Бриония наливает себе вина. Когда делаешь первый глоток кисловатого белого совиньона в прохладный день робкого начала весны – словно пробуешь на вкус поле студеных и трепетных цветов.
– Значит, говоришь, Флёр не очень?
– Ну, она, как обычно, ничего не говорит о том, что у нее на душе. Жаль, что она совсем одна в этом огромном доме. Наверное, ужасно тяжело – вдруг оказаться в ответе за весь “Дом Намасте”, за всю терапию, йогу и что там у них еще. И все эти знаменитости, которые вечно там толкутся… Впрочем, я подозреваю, теперь все это хозяйство легко продать, только вот непонятно, что она тогда будет делать… Она больше ни в чем не смыслит. Коттедж, конечно, принадлежит Флёр, но тот, к кому перейдет главный дом, наверняка захочет договориться с ней, чтобы продавать дом вместе с коттеджем как один большой объект…
– Когда похороны?
– В следующий четверг. Пока она всех оповестит… Возможно, приедут люди из Индии, Пакистана, Америки…
Бриония идет к буфету и выбирает бутылку красного вина к ужину. Может, открыть сразу две? Нет, хватит одной. Но тогда, пожалуй, лучше подойдет темпранильо 15,5 %. Неделя предстоит непростая, не помешает подзарядиться чем-нибудь насыщенным и согревающим. Она принимается за поиски штопора, который никогда не оказывается там, где она видела его в последний раз. Отец много чему научил Брионию – например, тому, что бутылку красного следует открывать за час до употребления, а если вину больше пяти лет, тогда даже раньше, чем за час.
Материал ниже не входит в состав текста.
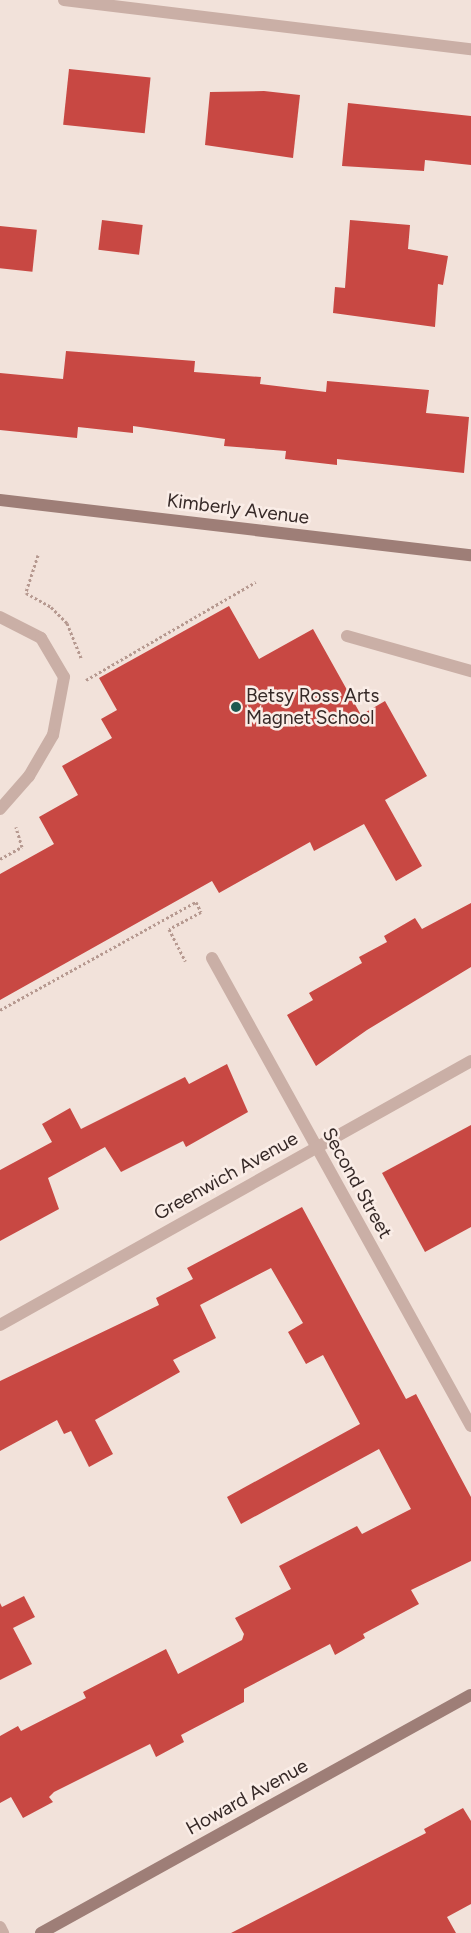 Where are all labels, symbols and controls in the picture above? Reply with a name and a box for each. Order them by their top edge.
street label: Kimberly Avenue [166,489,310,529]
place label: Betsy Ross Arts Magnet School [246,685,379,729]
marker: Betsy Ross Arts Magnet School [230,701,242,713]
street label: Second Street [317,1124,397,1242]
street label: Greenwich Avenue [150,1127,302,1225]
street label: Howard Avenue [182,1754,312,1840]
У Брионии остались смутные воспоминания о вечерах, когда отец открывал по две бутылки за раз, и одну из них мать выпивала сама еще до ужина, и вид у нее при этом бывал какой-то вампирический, и в эти минуты казалось, будто она ждет чего-то, сама не зная чего. После ужина отец курил гашиш, а мать опорожняла вторую бутылку, и они говорили о том, не поехать ли снова на острова Тихого океана, чтобы продолжить исследование Затерянного племени, а Бриония тем временем читала Джейн Остин и мечтала, чтобы зазвонил телефон.